2.10. Cell Proliferation Assays

Cells (2 × 104) were plated on multiple sets of gelatin-coated 60 mm tissue culture plates and counted every other day for two weeks. Cells were fed on the days not counted. The mean cell numbers were determined using a hemocytometer. All samples were conducted in triplicates and repeated twice.

2.11. Cell Viability Assay

A total of 3×103 cells were plated on 96-well plates (130188, Thermo Fisher). The next day, the cells were incubated with different concentrations of H2O2 (0–4 mM) for 48 h and further incubated with MTS solution (G5421; Promega, Madison, WI, USA) for 2 h. The viability of cells was accessed by measuring absorbance at 490 nm using a plate reader (Thermomax, Molecular Devices) and determined as a percentage of control (untreated) cells.

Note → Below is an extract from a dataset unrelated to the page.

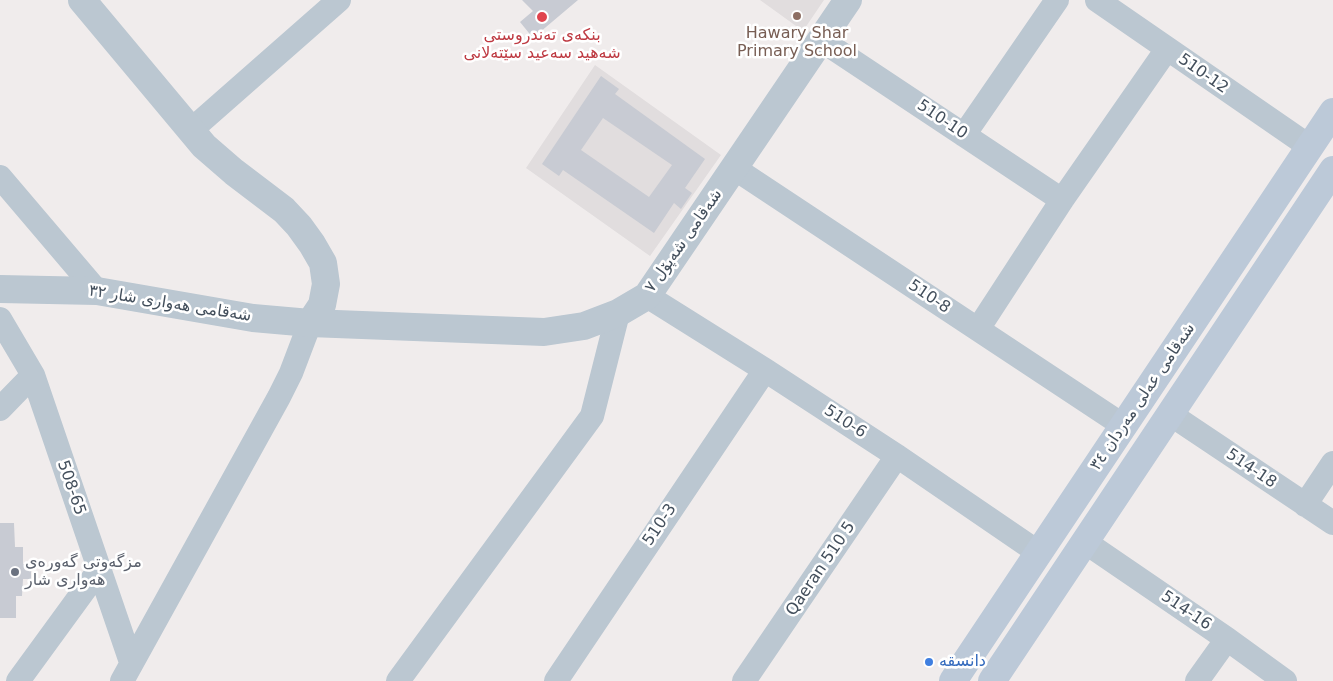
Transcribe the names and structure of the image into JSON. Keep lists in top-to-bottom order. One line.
{"streets":{"main road":["شەقامی عەلی مەردان ٣٤"],"street":["510-12","510-10","شەقامی شەپۆل ٧","510-8","شەقامی هەواری شار ٣٢","510-6","514-18","508-65","510-3","Qaeran 510 5","514-16"]},"crossings":[["510-12","شەقامی عەلی مەردان ٣٤"],["510-10","شەقامی شەپۆل ٧"],["شەقامی شەپۆل ٧","510-8"],["شەقامی شەپۆل ٧","شەقامی هەواری شار ٣٢"],["شەقامی شەپۆل ٧","510-6"],["510-8","شەقامی عەلی مەردان ٣٤"],["شەقامی عەلی مەردان ٣٤","510-6"],["شەقامی عەلی مەردان ٣٤","514-18"],["شەقامی عەلی مەردان ٣٤","514-16"],["510-6","510-3"],["510-6","Qaeran 510 5"]],"places":["Hawary Shar Primary School","بنکەی تەندروستی شەهید سەعید سێتەلانی","مزگەوتی گەورەی هەواری شار","دانسقه"]}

2.12. Measuring Intracellular Iron Levels

A total of 2.0 × 104 cells were plated on fibronectin-coated 4-well chamber slides (2 µg/mL in serum-free DMEM). The next day, the cells were rinsed with serum-free medium three times and incubated with 1 µM FerroOrange (F374-10; Dojindo, Rockville, MD, USA) for 30 min in a 37 °C incubator. The cells were photographed with an inverted fluorescence microscope (EVOS FL Digital Inverted Fluorescence microscope (Invitrogen). For quantitative assessment of the data, the mean integrated fluorescence intensities were determined from at least 6 images from different locations of the slides using ImageJ. Alternatively, 3.0 × 104 cells were plated on 96-well plates and stained with FerroOrange as described above. The fluorescence levels were measured by a fluorescence plate reader (SpectraMax i3x Multi-mode Microplate Reader, Molecular devices) at 543/580 nm and normalized to total protein levels determined by BCA protein assay (ThermoFisher).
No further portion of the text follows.